TASK BRIEF
Please repeat the listing below in its entirety, exactly.

RECORDED INFORMATION

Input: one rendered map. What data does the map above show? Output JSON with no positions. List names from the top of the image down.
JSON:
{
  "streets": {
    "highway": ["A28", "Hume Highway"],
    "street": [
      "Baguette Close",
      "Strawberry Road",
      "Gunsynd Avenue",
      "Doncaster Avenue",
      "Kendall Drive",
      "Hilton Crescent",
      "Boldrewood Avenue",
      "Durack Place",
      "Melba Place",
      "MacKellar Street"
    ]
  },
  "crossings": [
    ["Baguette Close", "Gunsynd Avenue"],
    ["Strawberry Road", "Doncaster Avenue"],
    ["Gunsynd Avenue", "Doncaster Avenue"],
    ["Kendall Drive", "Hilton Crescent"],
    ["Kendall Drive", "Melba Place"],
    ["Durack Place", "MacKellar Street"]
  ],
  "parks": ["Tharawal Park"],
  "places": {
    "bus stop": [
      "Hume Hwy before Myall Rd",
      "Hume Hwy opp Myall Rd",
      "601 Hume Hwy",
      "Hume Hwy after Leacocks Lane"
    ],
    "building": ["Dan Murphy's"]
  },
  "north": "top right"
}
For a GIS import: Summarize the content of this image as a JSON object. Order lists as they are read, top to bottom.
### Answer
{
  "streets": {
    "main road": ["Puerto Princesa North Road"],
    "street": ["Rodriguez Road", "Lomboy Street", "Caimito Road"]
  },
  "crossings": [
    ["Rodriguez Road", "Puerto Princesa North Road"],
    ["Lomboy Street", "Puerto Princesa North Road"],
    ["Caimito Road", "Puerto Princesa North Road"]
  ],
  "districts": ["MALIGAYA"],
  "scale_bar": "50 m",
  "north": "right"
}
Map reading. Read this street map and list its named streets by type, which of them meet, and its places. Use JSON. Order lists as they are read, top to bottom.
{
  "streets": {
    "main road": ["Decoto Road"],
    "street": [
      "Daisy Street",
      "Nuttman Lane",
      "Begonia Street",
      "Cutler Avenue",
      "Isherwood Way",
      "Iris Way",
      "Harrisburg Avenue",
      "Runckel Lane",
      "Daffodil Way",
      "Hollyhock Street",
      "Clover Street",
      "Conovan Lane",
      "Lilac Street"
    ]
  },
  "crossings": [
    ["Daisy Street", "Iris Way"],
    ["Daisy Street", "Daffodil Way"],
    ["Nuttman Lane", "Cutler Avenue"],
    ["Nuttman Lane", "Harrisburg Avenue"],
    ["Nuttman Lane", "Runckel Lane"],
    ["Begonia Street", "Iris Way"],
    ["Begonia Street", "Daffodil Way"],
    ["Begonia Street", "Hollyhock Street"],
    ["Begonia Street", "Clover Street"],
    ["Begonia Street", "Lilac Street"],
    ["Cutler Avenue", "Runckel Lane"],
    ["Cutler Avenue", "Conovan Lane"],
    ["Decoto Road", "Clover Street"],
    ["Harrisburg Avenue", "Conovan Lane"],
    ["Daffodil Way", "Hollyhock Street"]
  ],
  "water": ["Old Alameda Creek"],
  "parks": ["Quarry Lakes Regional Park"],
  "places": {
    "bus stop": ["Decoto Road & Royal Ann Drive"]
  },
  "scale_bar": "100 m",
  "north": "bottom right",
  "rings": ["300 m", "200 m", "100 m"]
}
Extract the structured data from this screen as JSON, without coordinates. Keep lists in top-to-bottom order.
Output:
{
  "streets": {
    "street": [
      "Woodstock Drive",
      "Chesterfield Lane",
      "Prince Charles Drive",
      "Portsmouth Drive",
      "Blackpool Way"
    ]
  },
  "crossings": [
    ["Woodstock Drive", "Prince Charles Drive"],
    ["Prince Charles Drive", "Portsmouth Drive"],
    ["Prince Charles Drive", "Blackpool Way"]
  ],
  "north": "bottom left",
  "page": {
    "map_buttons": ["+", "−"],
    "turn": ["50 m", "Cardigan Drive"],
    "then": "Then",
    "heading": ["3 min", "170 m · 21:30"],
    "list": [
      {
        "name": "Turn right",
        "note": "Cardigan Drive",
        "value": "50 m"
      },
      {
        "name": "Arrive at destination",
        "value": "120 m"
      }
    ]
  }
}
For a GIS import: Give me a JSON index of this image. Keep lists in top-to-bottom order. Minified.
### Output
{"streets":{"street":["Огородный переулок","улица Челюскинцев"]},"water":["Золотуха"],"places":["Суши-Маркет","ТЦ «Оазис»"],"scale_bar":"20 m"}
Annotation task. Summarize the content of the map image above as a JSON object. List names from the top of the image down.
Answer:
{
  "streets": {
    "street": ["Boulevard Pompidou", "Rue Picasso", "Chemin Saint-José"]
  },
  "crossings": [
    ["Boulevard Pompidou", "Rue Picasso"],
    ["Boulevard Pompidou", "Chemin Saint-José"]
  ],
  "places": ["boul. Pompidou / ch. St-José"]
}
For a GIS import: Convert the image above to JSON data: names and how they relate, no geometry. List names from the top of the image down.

PROBLEM SOLUTION
Input: one rendered map. What data does the map above show? Output JSON with no positions. List names from the top of the image down.
JSON:
{
  "streets": {
    "highway": ["A28", "Hume Highway"],
    "street": [
      "Baguette Close",
      "Strawberry Road",
      "Gunsynd Avenue",
      "Doncaster Avenue",
      "Kendall Drive",
      "Hilton Crescent",
      "Boldrewood Avenue",
      "Durack Place",
      "Melba Place",
      "MacKellar Street"
    ]
  },
  "crossings": [
    ["Baguette Close", "Gunsynd Avenue"],
    ["Strawberry Road", "Doncaster Avenue"],
    ["Gunsynd Avenue", "Doncaster Avenue"],
    ["Kendall Drive", "Hilton Crescent"],
    ["Kendall Drive", "Melba Place"],
    ["Durack Place", "MacKellar Street"]
  ],
  "parks": ["Tharawal Park"],
  "places": {
    "bus stop": [
      "Hume Hwy before Myall Rd",
      "Hume Hwy opp Myall Rd",
      "601 Hume Hwy",
      "Hume Hwy after Leacocks Lane"
    ],
    "building": ["Dan Murphy's"]
  },
  "north": "top right"
}
For a GIS import: Summarize the content of this image as a JSON object. Order lists as they are read, top to bottom.
### Answer
{
  "streets": {
    "main road": ["Puerto Princesa North Road"],
    "street": ["Rodriguez Road", "Lomboy Street", "Caimito Road"]
  },
  "crossings": [
    ["Rodriguez Road", "Puerto Princesa North Road"],
    ["Lomboy Street", "Puerto Princesa North Road"],
    ["Caimito Road", "Puerto Princesa North Road"]
  ],
  "districts": ["MALIGAYA"],
  "scale_bar": "50 m",
  "north": "right"
}
Map reading. Read this street map and list its named streets by type, which of them meet, and its places. Use JSON. Order lists as they are read, top to bottom.
{
  "streets": {
    "main road": ["Decoto Road"],
    "street": [
      "Daisy Street",
      "Nuttman Lane",
      "Begonia Street",
      "Cutler Avenue",
      "Isherwood Way",
      "Iris Way",
      "Harrisburg Avenue",
      "Runckel Lane",
      "Daffodil Way",
      "Hollyhock Street",
      "Clover Street",
      "Conovan Lane",
      "Lilac Street"
    ]
  },
  "crossings": [
    ["Daisy Street", "Iris Way"],
    ["Daisy Street", "Daffodil Way"],
    ["Nuttman Lane", "Cutler Avenue"],
    ["Nuttman Lane", "Harrisburg Avenue"],
    ["Nuttman Lane", "Runckel Lane"],
    ["Begonia Street", "Iris Way"],
    ["Begonia Street", "Daffodil Way"],
    ["Begonia Street", "Hollyhock Street"],
    ["Begonia Street", "Clover Street"],
    ["Begonia Street", "Lilac Street"],
    ["Cutler Avenue", "Runckel Lane"],
    ["Cutler Avenue", "Conovan Lane"],
    ["Decoto Road", "Clover Street"],
    ["Harrisburg Avenue", "Conovan Lane"],
    ["Daffodil Way", "Hollyhock Street"]
  ],
  "water": ["Old Alameda Creek"],
  "parks": ["Quarry Lakes Regional Park"],
  "places": {
    "bus stop": ["Decoto Road & Royal Ann Drive"]
  },
  "scale_bar": "100 m",
  "north": "bottom right",
  "rings": ["300 m", "200 m", "100 m"]
}
Extract the structured data from this screen as JSON, without coordinates. Keep lists in top-to-bottom order.
Output:
{
  "streets": {
    "street": [
      "Woodstock Drive",
      "Chesterfield Lane",
      "Prince Charles Drive",
      "Portsmouth Drive",
      "Blackpool Way"
    ]
  },
  "crossings": [
    ["Woodstock Drive", "Prince Charles Drive"],
    ["Prince Charles Drive", "Portsmouth Drive"],
    ["Prince Charles Drive", "Blackpool Way"]
  ],
  "north": "bottom left",
  "page": {
    "map_buttons": ["+", "−"],
    "turn": ["50 m", "Cardigan Drive"],
    "then": "Then",
    "heading": ["3 min", "170 m · 21:30"],
    "list": [
      {
        "name": "Turn right",
        "note": "Cardigan Drive",
        "value": "50 m"
      },
      {
        "name": "Arrive at destination",
        "value": "120 m"
      }
    ]
  }
}
For a GIS import: Give me a JSON index of this image. Keep lists in top-to-bottom order. Minified.
### Output
{"streets":{"street":["Огородный переулок","улица Челюскинцев"]},"water":["Золотуха"],"places":["Суши-Маркет","ТЦ «Оазис»"],"scale_bar":"20 m"}
Annotation task. Summarize the content of the map image above as a JSON object. List names from the top of the image down.
Answer:
{
  "streets": {
    "street": ["Boulevard Pompidou", "Rue Picasso", "Chemin Saint-José"]
  },
  "crossings": [
    ["Boulevard Pompidou", "Rue Picasso"],
    ["Boulevard Pompidou", "Chemin Saint-José"]
  ],
  "places": ["boul. Pompidou / ch. St-José"]
}
For a GIS import: Convert the image above to JSON data: names and how they relate, no geometry. List names from the top of the image down.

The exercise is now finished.